TASK STATEMENT: Check each line of the entries for "rows" and report the ones that have it.

Dataset entries
_ _ _ _ _ _ _

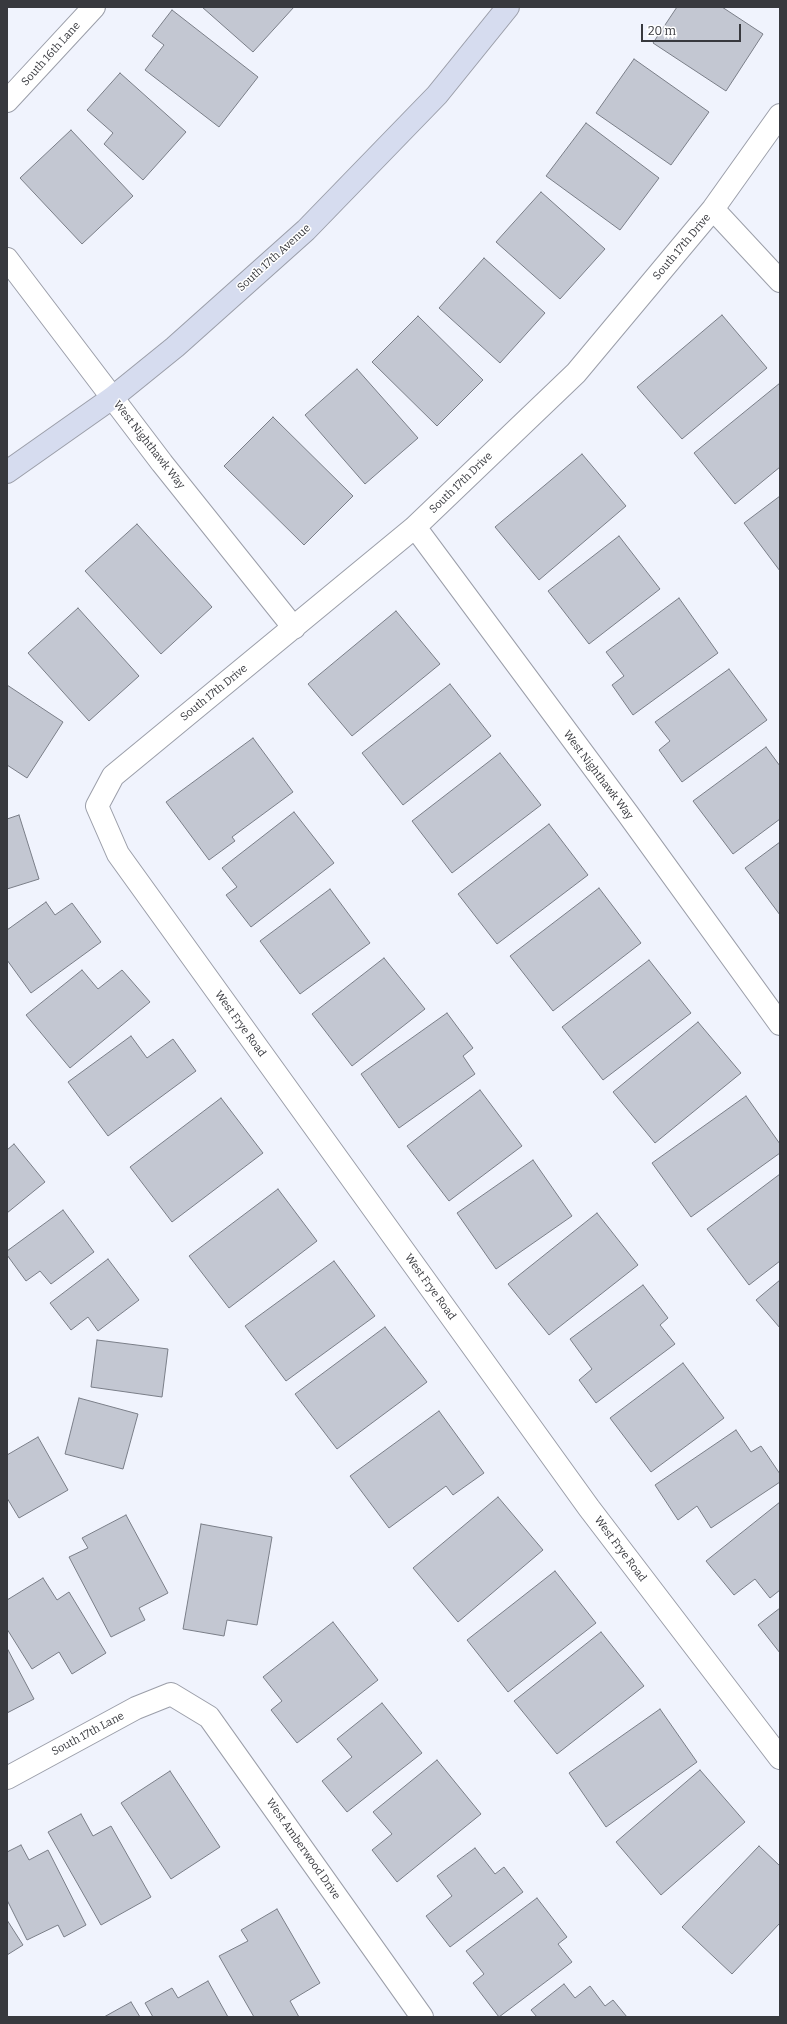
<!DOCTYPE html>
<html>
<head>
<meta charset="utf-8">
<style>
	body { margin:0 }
	#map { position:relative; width:787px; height:2024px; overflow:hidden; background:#f0f3fd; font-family:Bitter,serif }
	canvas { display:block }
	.frame { position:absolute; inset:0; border:8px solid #38393e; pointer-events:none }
	.scale { position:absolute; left:641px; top:24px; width:100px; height:18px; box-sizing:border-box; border:2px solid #38393e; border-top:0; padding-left:5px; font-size:12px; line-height:14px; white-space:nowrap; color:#38393e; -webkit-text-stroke:3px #fff; paint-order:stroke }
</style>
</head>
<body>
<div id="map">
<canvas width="787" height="2024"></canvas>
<div class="frame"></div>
<div class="scale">20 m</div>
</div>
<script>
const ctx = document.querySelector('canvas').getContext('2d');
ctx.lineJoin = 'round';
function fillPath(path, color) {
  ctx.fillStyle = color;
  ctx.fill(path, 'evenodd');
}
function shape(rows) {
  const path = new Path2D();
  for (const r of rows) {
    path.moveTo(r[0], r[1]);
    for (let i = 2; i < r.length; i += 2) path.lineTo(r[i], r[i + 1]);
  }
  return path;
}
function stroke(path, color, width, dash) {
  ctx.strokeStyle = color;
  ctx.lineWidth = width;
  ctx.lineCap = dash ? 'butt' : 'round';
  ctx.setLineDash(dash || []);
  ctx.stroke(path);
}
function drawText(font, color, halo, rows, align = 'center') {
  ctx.font = font + ' Bitter,serif';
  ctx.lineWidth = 3;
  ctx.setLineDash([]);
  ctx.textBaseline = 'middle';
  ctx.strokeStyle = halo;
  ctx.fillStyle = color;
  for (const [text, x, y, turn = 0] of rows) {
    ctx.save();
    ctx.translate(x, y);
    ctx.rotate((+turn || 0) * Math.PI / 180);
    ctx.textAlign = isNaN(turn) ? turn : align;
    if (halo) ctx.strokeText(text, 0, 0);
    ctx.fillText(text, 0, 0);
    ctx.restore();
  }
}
const building = shape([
	[202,7,294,7,253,52,202,7],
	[677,7,722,7,763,34,726,91,653,43,677,7],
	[172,10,258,77,219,127,145,70,164,45,152,36,172,10],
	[634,59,709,112,671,165,596,113,634,59],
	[120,73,186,132,143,180,104,144,113,133,87,110,120,73],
	[586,123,659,178,620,230,546,176,586,123],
	[71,130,133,196,82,244,20,178,71,130],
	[541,192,605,249,560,299,496,242,541,192],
	[484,258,545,313,500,363,439,308,484,258],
	[722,315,767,368,682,439,637,387,722,315],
	[418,316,483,380,437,426,372,362,418,316],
	[357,369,418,438,365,484,305,415,357,369],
	[780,383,780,467,735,504,694,453,780,383],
	[273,417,353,496,304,545,224,466,273,417],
	[582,454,626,506,539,580,495,527,582,454],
	[780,496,780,571,744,523,780,496],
	[137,524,212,607,161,654,85,571,137,524],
	[619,536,660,589,589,644,548,591,619,536],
	[679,598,718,653,633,715,612,685,624,676,606,652,679,598],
	[78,608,139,676,89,721,28,653,78,608],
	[396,611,440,664,352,736,308,684,396,611],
	[729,669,767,720,682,782,659,750,670,741,655,722,729,669],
	[450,684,491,736,403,805,362,753,450,684],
	[7,685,63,722,27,778,7,765,7,685],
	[253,738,293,792,232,837,235,841,209,860,166,802,253,738],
	[766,747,780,766,780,819,733,854,693,801,766,747],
	[500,753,541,805,452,873,412,821,500,753],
	[294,812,334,863,251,927,226,895,237,887,222,868,294,812],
	[19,815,39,879,7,889,7,819,19,815],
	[549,824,588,875,497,944,458,894,549,824],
	[780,842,780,915,745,868,780,842],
	[599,888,641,943,553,1011,510,956,599,888],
	[330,889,370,943,300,994,260,941,330,889],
	[46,902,55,915,72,903,101,942,31,993,7,960,7,930,46,902],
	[384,958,425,1009,352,1066,312,1014,384,958],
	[649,960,691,1013,603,1080,562,1027,649,960],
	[82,970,98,989,122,970,150,1002,70,1068,26,1015,82,970],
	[447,1013,473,1048,463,1056,475,1074,399,1128,361,1074,447,1013],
	[698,1022,741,1073,655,1143,613,1092,698,1022],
	[131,1036,147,1058,173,1039,196,1071,108,1136,68,1082,131,1036],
	[480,1090,522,1146,449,1201,407,1146,480,1090],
	[746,1096,780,1144,780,1153,691,1217,652,1163,746,1096],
	[221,1098,263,1153,172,1222,130,1167,221,1098],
	[14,1144,45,1182,7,1213,7,1150,14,1144],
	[533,1160,572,1216,496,1269,457,1213,533,1160],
	[780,1174,780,1261,749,1285,707,1229,780,1174],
	[278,1189,317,1241,229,1308,189,1256,278,1189],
	[63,1210,94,1252,51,1284,40,1271,26,1281,7,1255,7,1251,63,1210],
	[597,1213,638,1265,549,1335,508,1284,597,1213],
	[108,1259,139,1300,98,1331,88,1317,71,1330,50,1303,108,1259],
	[334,1261,375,1316,286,1381,245,1326,334,1261],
	[780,1280,780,1328,756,1300,780,1280],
	[643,1285,668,1318,660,1325,675,1344,596,1403,579,1380,592,1369,570,1339,643,1285],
	[385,1327,427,1382,337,1449,295,1394,385,1327],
	[97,1340,168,1349,162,1397,91,1387,97,1340],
	[683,1363,724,1418,651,1472,610,1418,683,1363],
	[79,1398,138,1414,123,1469,65,1454,79,1398],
	[439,1411,484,1473,453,1495,446,1486,389,1528,350,1476,439,1411],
	[736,1430,751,1452,761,1446,780,1474,780,1482,711,1528,697,1506,678,1520,655,1485,736,1430],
	[38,1437,68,1490,19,1518,7,1498,7,1455,38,1437],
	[498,1497,543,1550,458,1622,413,1568,498,1497],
	[780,1502,780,1590,770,1598,755,1579,734,1595,706,1561,780,1502],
	[126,1515,168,1593,139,1608,145,1620,111,1637,69,1557,88,1548,82,1538,126,1515],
	[201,1524,272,1537,257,1625,227,1620,224,1636,183,1629,201,1524],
	[555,1571,596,1623,508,1692,467,1640,555,1571],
	[43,1578,57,1600,69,1592,106,1653,72,1674,59,1652,32,1669,7,1629,7,1600,43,1578],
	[780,1608,780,1653,758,1625,780,1608],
	[333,1622,378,1680,297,1743,271,1710,282,1701,263,1677,333,1622],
	[601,1632,644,1686,557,1754,514,1701,601,1632],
	[7,1648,34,1699,7,1713,7,1648],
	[382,1703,422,1753,347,1812,322,1781,352,1757,337,1739,382,1703],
	[660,1709,697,1762,606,1827,569,1773,660,1709],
	[437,1760,481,1814,397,1882,372,1850,392,1834,373,1812,437,1760],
	[700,1770,745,1822,661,1895,616,1842,700,1770],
	[170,1771,220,1847,171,1879,121,1803,170,1771],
	[81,1814,93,1836,111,1826,151,1897,101,1925,48,1832,81,1814],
	[21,1845,29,1860,48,1850,86,1925,64,1937,58,1925,27,1940,7,1900,7,1852,21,1845],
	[759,1846,780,1866,780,1923,732,1974,682,1927,759,1846],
	[475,1848,495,1874,504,1867,523,1892,450,1947,426,1916,452,1896,437,1876,475,1848],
	[537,1898,567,1937,558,1944,572,1962,499,2017,473,1983,484,1974,466,1951,537,1898],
	[277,1909,320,1983,290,2001,299,2017,254,2017,219,1956,248,1941,241,1930,277,1909],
	[7,1920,23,1945,7,1955,7,1920],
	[208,1981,228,2017,153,2017,145,2003,172,1988,178,1998,208,1981],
	[564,1984,575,1998,590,1986,605,2006,613,2000,627,2017,537,2017,531,2010,564,1984],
	[131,2002,140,2017,104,2017,131,2002]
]);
fillPath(building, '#c3c7d2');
stroke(building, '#7a7e88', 1);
const minor = shape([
	[7,101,94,7],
	[780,115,713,209,576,373,415,527,113,776,97,806,118,854,589,1508,780,1758],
	[713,209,780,281],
	[7,259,162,463,294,628],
	[415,527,628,814,780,1024],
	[7,1778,136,1708,171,1694,209,1717,422,2017]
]);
const secondary = shape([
	[7,472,112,398,175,347,306,230,437,95,508,7]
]);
stroke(minor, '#9b9ea9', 24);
stroke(secondary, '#9b9ea9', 24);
stroke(minor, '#fff', 22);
stroke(secondary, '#d6dcef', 22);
drawText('11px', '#38393e', '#fff', [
	["South 16th Lane",51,54,-48],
	["South 17th Drive",682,247,-50],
	["South 17th Avenue",274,258,-42],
	["West Nighthawk Way",149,445,52],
	["South 17th Drive",461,483,-44],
	["South 17th Drive",214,693,-39],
	["West Nighthawk Way",598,775,53],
	["West Frye Road",240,1024,54],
	["West Frye Road",430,1287,54],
	["West Frye Road",620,1549,53],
	["South 17th Lane",88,1734,-28],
	["West Amberwood Drive",303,1849,55]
]);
</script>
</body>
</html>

_ _ _ _ _ _ _

EXPECTED ANSWER:
function shape(rows) {
  for (const r of rows) {
function drawText(font, color, halo, rows, align = 'center') {
  for (const [text, x, y, turn = 0] of rows) {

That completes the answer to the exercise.